Monthly Archives: February 2017

Love vs. need

"Give or take," Louise Bourgeois, 2002

Louise Bourgeois, “Give or take” (2002)

She is crying over a breakup. 

“I love him so much,” she sobs.

I try to look sympathetic.

Inside I’m thinking No, you don’t.

Why?

Because (a) she’s the one who ended the relationship.

And (b) she did so because he kept frustrating and disappointing her.

And (c) she has a long history of frustrating and disappointing relationships. 
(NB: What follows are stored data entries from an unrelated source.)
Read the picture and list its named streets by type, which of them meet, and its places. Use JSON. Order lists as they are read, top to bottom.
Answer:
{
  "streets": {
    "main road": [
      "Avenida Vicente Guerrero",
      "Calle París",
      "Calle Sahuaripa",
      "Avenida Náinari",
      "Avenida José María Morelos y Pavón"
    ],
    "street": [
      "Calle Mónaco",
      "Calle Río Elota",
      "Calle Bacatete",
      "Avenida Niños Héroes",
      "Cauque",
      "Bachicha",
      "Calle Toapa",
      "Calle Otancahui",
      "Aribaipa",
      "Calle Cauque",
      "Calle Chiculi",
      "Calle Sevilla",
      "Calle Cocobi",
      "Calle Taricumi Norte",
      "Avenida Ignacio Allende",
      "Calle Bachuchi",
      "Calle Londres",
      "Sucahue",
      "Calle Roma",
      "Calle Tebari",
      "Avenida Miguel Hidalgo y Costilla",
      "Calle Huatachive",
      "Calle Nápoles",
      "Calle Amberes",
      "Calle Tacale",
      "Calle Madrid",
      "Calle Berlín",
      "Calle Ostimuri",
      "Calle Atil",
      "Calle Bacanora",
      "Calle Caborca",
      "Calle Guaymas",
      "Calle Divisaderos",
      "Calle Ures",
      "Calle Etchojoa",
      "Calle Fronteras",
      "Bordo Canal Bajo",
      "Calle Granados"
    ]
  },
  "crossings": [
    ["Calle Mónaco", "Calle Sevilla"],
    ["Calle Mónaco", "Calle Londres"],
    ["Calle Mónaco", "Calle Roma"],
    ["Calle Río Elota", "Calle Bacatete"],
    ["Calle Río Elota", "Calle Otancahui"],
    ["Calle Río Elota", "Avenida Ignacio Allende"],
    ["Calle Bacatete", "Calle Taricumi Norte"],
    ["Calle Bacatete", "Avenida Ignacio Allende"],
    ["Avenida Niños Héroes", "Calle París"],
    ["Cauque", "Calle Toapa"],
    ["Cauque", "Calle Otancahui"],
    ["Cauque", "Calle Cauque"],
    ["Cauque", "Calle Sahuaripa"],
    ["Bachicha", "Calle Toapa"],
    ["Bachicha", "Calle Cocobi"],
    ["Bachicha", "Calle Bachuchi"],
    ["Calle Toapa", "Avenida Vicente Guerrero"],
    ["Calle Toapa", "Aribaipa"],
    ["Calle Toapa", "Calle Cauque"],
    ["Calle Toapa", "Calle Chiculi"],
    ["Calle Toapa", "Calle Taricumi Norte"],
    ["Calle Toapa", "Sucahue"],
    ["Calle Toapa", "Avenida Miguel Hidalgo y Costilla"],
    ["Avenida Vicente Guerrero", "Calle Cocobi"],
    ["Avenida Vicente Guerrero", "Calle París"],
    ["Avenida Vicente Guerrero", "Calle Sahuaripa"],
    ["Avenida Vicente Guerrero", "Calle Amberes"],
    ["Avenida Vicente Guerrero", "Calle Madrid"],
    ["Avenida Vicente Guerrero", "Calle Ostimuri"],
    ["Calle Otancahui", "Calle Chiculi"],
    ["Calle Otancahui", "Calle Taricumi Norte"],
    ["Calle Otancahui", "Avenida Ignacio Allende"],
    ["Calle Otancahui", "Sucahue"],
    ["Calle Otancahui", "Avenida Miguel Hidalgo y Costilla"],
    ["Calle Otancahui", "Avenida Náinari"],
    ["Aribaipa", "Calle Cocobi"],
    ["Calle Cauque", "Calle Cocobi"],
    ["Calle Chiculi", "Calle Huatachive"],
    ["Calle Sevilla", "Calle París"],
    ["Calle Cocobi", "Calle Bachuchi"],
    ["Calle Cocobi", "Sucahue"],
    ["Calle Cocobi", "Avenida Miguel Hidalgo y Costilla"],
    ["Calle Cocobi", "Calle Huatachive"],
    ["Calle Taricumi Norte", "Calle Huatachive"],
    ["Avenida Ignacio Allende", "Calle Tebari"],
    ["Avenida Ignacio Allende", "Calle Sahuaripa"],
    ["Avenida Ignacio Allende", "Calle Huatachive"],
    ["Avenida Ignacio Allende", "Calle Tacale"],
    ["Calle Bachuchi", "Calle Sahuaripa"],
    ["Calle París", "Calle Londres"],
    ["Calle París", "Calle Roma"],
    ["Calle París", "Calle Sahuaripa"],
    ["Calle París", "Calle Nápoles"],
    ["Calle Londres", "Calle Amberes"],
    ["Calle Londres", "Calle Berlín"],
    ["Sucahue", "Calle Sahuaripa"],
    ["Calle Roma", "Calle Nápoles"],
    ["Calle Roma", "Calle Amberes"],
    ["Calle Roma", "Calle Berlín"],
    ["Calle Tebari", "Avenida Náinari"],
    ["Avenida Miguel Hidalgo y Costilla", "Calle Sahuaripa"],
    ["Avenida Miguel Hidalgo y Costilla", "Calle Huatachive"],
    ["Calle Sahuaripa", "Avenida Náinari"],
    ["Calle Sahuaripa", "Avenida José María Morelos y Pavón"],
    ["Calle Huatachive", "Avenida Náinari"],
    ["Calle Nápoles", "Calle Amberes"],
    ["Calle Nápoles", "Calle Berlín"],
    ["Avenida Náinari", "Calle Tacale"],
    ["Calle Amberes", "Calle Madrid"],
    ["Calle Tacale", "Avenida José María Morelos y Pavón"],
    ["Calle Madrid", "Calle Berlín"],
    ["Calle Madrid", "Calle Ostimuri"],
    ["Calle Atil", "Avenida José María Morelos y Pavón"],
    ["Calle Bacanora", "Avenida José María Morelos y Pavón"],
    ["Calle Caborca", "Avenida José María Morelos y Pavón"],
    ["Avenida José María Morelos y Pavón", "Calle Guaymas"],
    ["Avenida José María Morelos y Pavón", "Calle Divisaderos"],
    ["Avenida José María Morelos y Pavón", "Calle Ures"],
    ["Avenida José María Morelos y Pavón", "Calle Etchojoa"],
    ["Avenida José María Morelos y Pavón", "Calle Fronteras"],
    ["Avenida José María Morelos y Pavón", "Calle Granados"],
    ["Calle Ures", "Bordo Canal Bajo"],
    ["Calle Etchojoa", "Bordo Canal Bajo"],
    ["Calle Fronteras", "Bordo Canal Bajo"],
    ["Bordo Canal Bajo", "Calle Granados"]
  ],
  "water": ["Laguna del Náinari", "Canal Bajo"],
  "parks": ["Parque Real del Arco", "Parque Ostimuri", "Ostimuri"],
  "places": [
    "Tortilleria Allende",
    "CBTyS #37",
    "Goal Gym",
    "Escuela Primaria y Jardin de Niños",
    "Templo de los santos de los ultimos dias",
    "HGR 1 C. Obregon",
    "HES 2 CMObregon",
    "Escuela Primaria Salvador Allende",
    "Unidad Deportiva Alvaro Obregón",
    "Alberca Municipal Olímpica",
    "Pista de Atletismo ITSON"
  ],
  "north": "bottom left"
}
And (d) I’ve known many people like her, people who confuse love with need.

It’s a common confusion.

Love and need are both intense emotional experiences that can overwhelm and consume.

Both feel like a matter of life or death.

Both reveal something essential about you.

But there are important differences too:

~ One feels like fullness, the other like emptiness.

~ One creates calm, the other anxiety.

~ One tolerates boundaries, the other keeps crossing them.

~ One expresses itself by giving, the other by demanding.

~ One expands a person’s perspective, the other shrinks it to that of a hungry child.

How does this confusion get started?  The three most common ways are:

~ You are raised by parents who don’t know the difference themselves.  “I love you,” they tell you, but the message behind it is Meet my expectations.  Make me happy.

~ You grow up in a family that can’t tolerate separateness or integrity.  Be what we need you to be, is the message, or we’ll reject you.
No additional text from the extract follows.